------ Records supplied ------
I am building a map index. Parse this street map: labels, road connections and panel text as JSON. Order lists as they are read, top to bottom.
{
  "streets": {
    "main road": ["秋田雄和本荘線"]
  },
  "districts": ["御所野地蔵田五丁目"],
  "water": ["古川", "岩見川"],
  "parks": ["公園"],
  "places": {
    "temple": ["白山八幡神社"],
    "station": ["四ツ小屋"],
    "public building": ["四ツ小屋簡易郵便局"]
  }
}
------
- [Problem details] Reproduce the records above in full, without altering a single character.

- [Reply]
I am building a map index. Parse this street map: labels, road connections and panel text as JSON. Order lists as they are read, top to bottom.
{
  "streets": {
    "main road": ["秋田雄和本荘線"]
  },
  "districts": ["御所野地蔵田五丁目"],
  "water": ["古川", "岩見川"],
  "parks": ["公園"],
  "places": {
    "temple": ["白山八幡神社"],
    "station": ["四ツ小屋"],
    "public building": ["四ツ小屋簡易郵便局"]
  }
}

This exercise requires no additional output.